HPE partners have given its $14bn lunge for Juniper Networks a cautious thumbs up, with one saying the union will “create a formidable contender for Cisco”.
HPE last night confirmed rumours that it has reached definitive agreement to acquire Juniper in a move that will double the size of its networking business.
While not mentioning market goliath Cisco by name, HPE Antonio Neri claimed the acquisition “will change the dynamics in the networking market and provide customers and partners with a new alternative”.
HPE partners IT Channel Oxygen collared gave the deal a broadly positive reaction, although some highlighted the challenge HPE may have when managing product overlaps – and some were more effusive than others.
Yolanta Gill, CEO of HPE Aruba partner European Electronique, said the combination of HPE Aruba and Juniper will “position them as a formidable contender against Cisco”.
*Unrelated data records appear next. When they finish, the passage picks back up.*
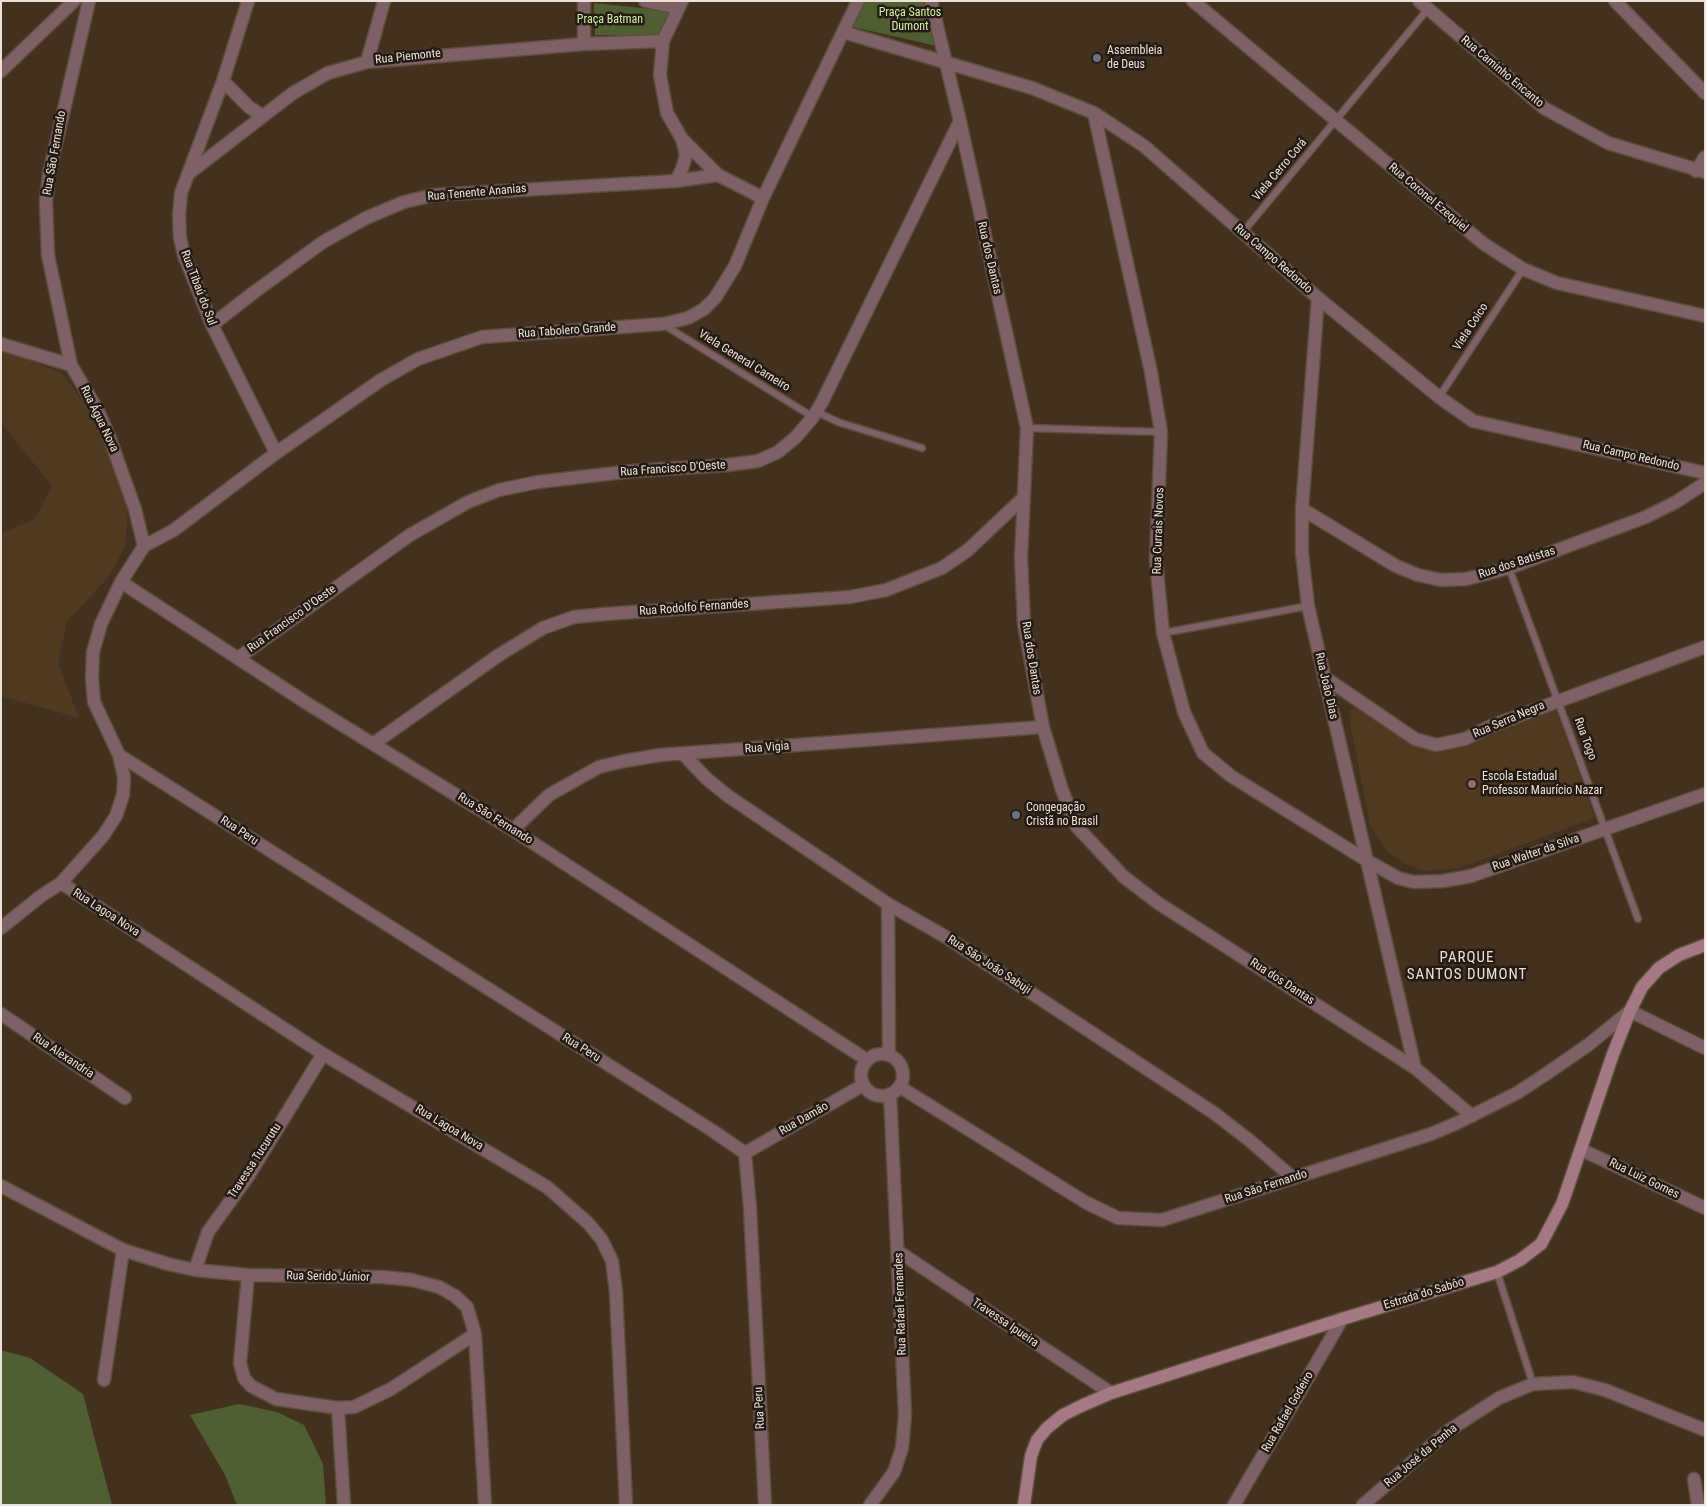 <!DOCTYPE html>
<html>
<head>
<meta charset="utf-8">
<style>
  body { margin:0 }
  #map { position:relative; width:1706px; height:1506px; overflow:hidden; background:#43311f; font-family:"Roboto Condensed",sans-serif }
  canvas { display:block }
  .frame { position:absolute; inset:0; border:2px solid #ece1d6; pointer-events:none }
</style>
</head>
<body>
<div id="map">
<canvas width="1706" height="1506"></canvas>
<div class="frame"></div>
</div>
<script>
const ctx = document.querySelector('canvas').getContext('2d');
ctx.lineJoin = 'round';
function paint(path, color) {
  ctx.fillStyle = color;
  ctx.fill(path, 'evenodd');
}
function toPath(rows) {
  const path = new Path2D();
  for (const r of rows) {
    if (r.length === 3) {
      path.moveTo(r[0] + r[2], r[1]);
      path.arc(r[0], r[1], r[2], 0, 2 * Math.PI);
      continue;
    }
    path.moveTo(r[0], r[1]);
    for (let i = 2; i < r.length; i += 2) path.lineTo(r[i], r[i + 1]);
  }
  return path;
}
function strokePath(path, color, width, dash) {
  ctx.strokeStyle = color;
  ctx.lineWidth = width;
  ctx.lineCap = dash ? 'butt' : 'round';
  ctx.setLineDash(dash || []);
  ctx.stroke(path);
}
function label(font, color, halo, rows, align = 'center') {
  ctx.font = font + ' "Roboto Condensed",sans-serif';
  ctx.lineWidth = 5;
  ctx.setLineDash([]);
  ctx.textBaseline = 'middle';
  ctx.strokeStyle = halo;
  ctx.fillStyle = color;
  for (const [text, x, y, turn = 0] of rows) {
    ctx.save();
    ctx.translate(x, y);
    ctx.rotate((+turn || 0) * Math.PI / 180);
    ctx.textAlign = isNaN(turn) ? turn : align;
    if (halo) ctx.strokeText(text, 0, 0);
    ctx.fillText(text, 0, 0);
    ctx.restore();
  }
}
paint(toPath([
  [1,351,19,355,62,374,97,418,128,511,125,547,108,578,67,621,58,664,79,718,1,696,1,533,35,519,52,486,1,423],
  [1355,706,1362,707,1405,740,1422,750,1446,751,1555,707,1595,818,1459,868,1424,871,1405,864,1386,850,1370,825,1349,717,1350,710]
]), '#4f3921');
paint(toPath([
  [864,1,926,1,937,46,853,27],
  [594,3,670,11,659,35,595,35],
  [1,1350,30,1358,83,1394,112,1505,1,1505],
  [239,1404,277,1412,304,1425,323,1464,326,1505,237,1505,225,1475,190,1415]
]), '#4f5f31');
const lane = toPath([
  [1243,232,1428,9],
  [664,325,813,417],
  [1439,397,1523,269],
  [817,412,838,422,922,448],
  [1027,428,1161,432],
  [1509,568,1638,919],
  [1163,633,1308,606],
  [1497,1272,1533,1384]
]);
const street = toPath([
  [248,1,223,81,181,193,179,216,180,238,184,255,212,325,276,453],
  [645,1,678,8],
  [682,1,663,41,660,75,667,113,682,139,718,175,763,198],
  [931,1,960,121,1027,428,1021,558,1024,624,1043,727,1062,790,1077,827,1124,877,1158,903,1415,1068,1472,1116],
  [1193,1,1484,244,1523,269,1557,283,1705,316],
  [1419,1,1544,108,1608,143,1705,172],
  [1615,1,1705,93],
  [843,32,1032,88,1094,113,1144,146,1318,298,1439,397,1473,421,1705,473],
  [584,44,584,1],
  [367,62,384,1],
  [1,71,74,1],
  [223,81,249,107,263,116],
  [1094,113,1151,372,1161,432,1156,560,1163,633,1184,712,1203,753,1231,776,1366,860,1398,878,1414,882,1443,881,1471,876,1705,794],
  [1696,171,1705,157],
  [188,174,293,93,328,73,367,62,584,44,663,41],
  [676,181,682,169,686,155,682,139],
  [1318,298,1302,509,1302,553,1308,606,1415,1068],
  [212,325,253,293,323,242,366,218,404,202,434,195,676,181,718,175],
  [1,344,71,365,98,411,109,436,135,509,144,546],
  [71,365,48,255,46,201,49,174,89,1],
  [1302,509,1396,566,1418,575,1441,580,1466,579,1509,568,1646,517,1676,502,1705,483],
  [144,546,174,530,276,453,381,380,418,359,482,337,663,324,688,318,704,309,715,298,735,266,763,198,858,1],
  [121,582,308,704,513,830,867,1060],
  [238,658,410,535,468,502,499,490,538,482,633,471,728,465,758,461,778,452,796,437,813,417,822,402,960,121],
  [1324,677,1415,739,1436,745,1465,739,1491,726,1705,647],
  [373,744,499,655,543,628,574,617,605,614,850,597,886,590,942,568,968,550,1022,499],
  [119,755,713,1131,745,1153,750,1208,765,1505],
  [684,755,707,779,728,796,888,904,946,937,1214,1113,1249,1140,1293,1178],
  [513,830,549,795,599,767,624,761,660,755,1043,727],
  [61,883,323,1054,547,1187,588,1223,602,1240,612,1261,616,1292,626,1505],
  [888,904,889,1055],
  [1,928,41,896,61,883,103,836,116,816,123,795,124,777,119,755,94,702,92,678,93,652,101,624,121,582,144,546],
  [1,1014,125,1098],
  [882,1075,21],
  [900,1087,1085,1202,1118,1218,1162,1220,1431,1134,1457,1123,1517,1093,1546,1074,1588,1045,1630,1011,1705,1048],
  [1582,1150,1705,1208],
  [745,1153,863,1085],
  [1,1186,123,1250,168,1264,195,1270,248,1275,383,1277,412,1280,439,1287,455,1296,467,1307,475,1334,485,1505],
  [899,1252,1111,1393],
  [195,1270,208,1232,249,1175,323,1054],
  [248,1275,240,1363,244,1378,251,1386,276,1399,338,1408,354,1407,391,1389,475,1334],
  [104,1380,123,1250],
  [338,1408,344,1505],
  [1694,1479,1698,1505],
  [870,1505,894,1472,902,1448,905,1415,890,1094],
  [1234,1505,1342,1319],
  [1363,1505,1448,1431,1499,1398,1533,1384,1573,1382,1605,1390,1705,1430]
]);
const secondary = toPath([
  [1024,1505,1031,1456,1037,1440,1047,1428,1063,1415,1081,1406,1111,1393,1342,1319,1497,1272,1520,1260,1541,1244,1562,1204,1613,1054,1630,1011,1642,987,1659,968,1679,955,1705,945]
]);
strokePath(lane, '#5e4d3c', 9);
strokePath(street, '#5e4d3c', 15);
strokePath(secondary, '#5e4d3c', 15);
strokePath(lane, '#7d6167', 6);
strokePath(street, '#7d6167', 12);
strokePath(secondary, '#a57983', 12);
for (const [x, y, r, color] of [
  [1097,58,5,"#6b7280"],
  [1472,784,5,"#8d6e63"],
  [1016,815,5,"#6b7280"]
]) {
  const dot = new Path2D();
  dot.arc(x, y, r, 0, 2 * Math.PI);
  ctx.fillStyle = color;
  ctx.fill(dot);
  strokePath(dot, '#231b13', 2);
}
label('12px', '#d1ef9c', '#231b13', [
  ["Praça Santos",910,13],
  ["Dumont",910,27],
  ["Praça Batman",610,20]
]);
label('12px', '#ece1d6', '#231b13', [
  ["Assembleia",1107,51],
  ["de Deus",1107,65],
  ["Escola Estadual",1482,777],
  ["Professor Maurício Nazar",1482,791],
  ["Congegação",1026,808],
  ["Cristã no Brasil",1026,822]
], 'left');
label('12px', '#ece1d6', '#231b13', [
  ["Rua Piemonte",408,57,-6],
  ["Rua Caminho Encanto",1502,72,40],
  ["Rua São Fernando",55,153,-80],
  ["Viela Cerro Corá",1280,170,-50],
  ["Rua Tenente Ananias",477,193,-5],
  ["Rua Coronel Ezequiel",1428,198,40],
  ["Rua dos Dantas",989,258,77],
  ["Rua Campo Redondo",1273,259,41],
  ["Rua Tibaú do Sul",198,288,69],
  ["Viela Coico",1471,327,-57],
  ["Rua Tabolero Grande",567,331,-4],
  ["Viela General Carneiro",744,361,32],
  ["Rua Água Nova",99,419,64],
  ["Rua Campo Redondo",1631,456,13],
  ["Rua Francisco D'Oeste",673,469,-4],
  ["Rua Currais Novos",1159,531,-88],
  ["Rua dos Batistas",1517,563,-18],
  ["Rua Rodolfo Fernandes",694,608,-4],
  ["Rua Francisco D'Oeste",292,619,-36],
  ["Rua dos Dantas",1031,658,81],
  ["Rua João Dias",1326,686,77],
  ["Rua Serra Negra",1509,720,-23],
  ["Rua Togo",1585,739,70],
  ["Rua Vigia",767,748,-4],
  ["Rua São Fernando",495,819,32],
  ["Rua Peru",239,831,33],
  ["Rua Walter da Silva",1536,853,-19],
  ["Rua Lagoa Nova",106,913,33],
  ["Rua São João Sabuji",989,965,33],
  ["Rua dos Dantas",1282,982,33],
  ["Rua Peru",581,1048,32],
  ["Rua Alexandria",63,1056,34],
  ["Rua Damão",804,1119,-30],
  ["Rua Lagoa Nova",449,1128,31],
  ["Travessa Tucurutu",255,1161,-57],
  ["Rua Luiz Gomes",1644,1179,26],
  ["Rua São Fernando",1266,1187,-18],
  ["Rua Serido Júnior",328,1277,1],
  ["Estrada do Sabôo",1424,1294,-17],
  ["Rua Rafael Fernandes",901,1304,-92],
  ["Travessa Ipueira",1005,1323,34],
  ["Rua Peru",760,1408,-93],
  ["Rua Rafael Godeiro",1288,1412,-60],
  ["Rua José da Penha",1421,1456,-40]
]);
ctx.letterSpacing = '1px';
label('15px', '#ece1d6', '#231b13', [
  ["PARQUE",1467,958],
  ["SANTOS DUMONT",1467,975]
]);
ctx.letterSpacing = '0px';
</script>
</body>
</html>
“While some product sets may overlap, the integration of these two sets is poised to greatly enhance their market reach,” she told IT Channel Oxygen.
“HPE Aruba’s product range, especially ClearPass and Central, are market-leading and this is further fortified by their association with AMD and the innovative Pensando-powered switch. Juniper Networks on the other hand is renowned for its strength in high-performance carrier and ISP switching and routing.”
‘Fair amount of overlap to make sense of’
Collin Williams, Networking and Security CTO at Computacenter UK, agreed that “there is a fair amount of overlap to make sense of”.
“But HPE proved with Aruba they can acquire an organisation and rationalise and retain the right elements,” he added in comments for IT Channel Oxygen.
“The acquisition was a surprise but makes sense to HPE because the price is attractive and there are many useful assets in the Juniper portfolio such as Apsta, Mist, from a software standpoint and a well-formed enterprise grade switch platform with a carrier grade heritage.”
‘Very positive for HPE partners’
James Hardy, Group Chief Commercial Officer at CCS Media, characterised it as a “good addition to the HPE portfolio”.
“The AI and security element of Juniper’s enterprise networking portfolio complements what HPE already has with Aruba and the strength of the Aruba Central platform. It’s a very positive move for HPE and HPE’s partners.”
Hardy said his priority was to see a clear roadmap from the duo.
“We just need to understand when the integration will take place and how we would gain the synergies of the new portfolio and commercial model,” he said.
‘HPE had money to burn’
Howard Hall, Group Managing Director at HPE and HP-dedicated partner DTP, branded it a “sensible purchase”, but admitted it “won’t make much difference to our business”.
“It’s good for us – whether it’s great for us is another question,” he told IT Channel Oxygen.
“If you think about HPE’s edge-to-cloud services strategy and the big push they have to look after clients from their traditional workloads to their hybrid workloads, it fits really well with that.
“HPE have got money burning a hole in their pocket, so it makes sense to give money back to shareholders, but in a different way. There are lots of people HPE would love to acquire but they can’t afford – they could afford Juniper.”
Hall concluded: “We’re not a Cisco partner, so it can only be a good thing for us.”
‘Adding Juniper builds on GreenLake’
Dino Cooper, CEO of Viadex, also said the deal would help HPE challenge CIsco.
“Cisco dominate networking and have built a significant server/unified compute and networking platform,” he said.
“For HPE to challenge and have a bigger impact this makes sense, likewise for Juniper to enhance its capabilities and add HPE technologies to their space is about surviving and thriving at scale rather than devolving to being a niche networking player.”
“It enables both to bring unified integrated offerings to market, crucially unification enables AI solutions across the stack end to end, and that’s what drives powerful insights and business outcomes. Certainly for GreenLake to evolve into a complete end-to-end consumption-based offering adding Juniper builds on what they have.”
‘The real question in my mind’
In a LinkedIn post (see below), Alex Smith, Vice President of Channels at analyst Canalys, said the move will see HPE gain a “strong” switching and firewall portfolio in the enterprise space.
“The real question in my mind with this acquisition is the SP [service provider] routing space, and frankly, the whole SP and Cloud customer segment which is core to Juniper,” he wrote.
“Very different selling motion from enterprise and SMB, and a sector that HPE has shown a reluctance to tackle. In telco it will compete with Cisco, but also very SP-focused vendors in Huawei, Ericsson, Nokia, ZTE Corporation.”
HPE said the all-cash transaction is expected to close “in late calendar year 2024 or early calendar year 2025”, subject to the usual approvals.
“This transaction will strengthen HPE’s position at the nexus of accelerating macro-AI trends, expand our total addressable market, and drive further innovation for customers as we help bridge the AI-native and cloud-native worlds, while also generating significant value for shareholders,” Neri concluded.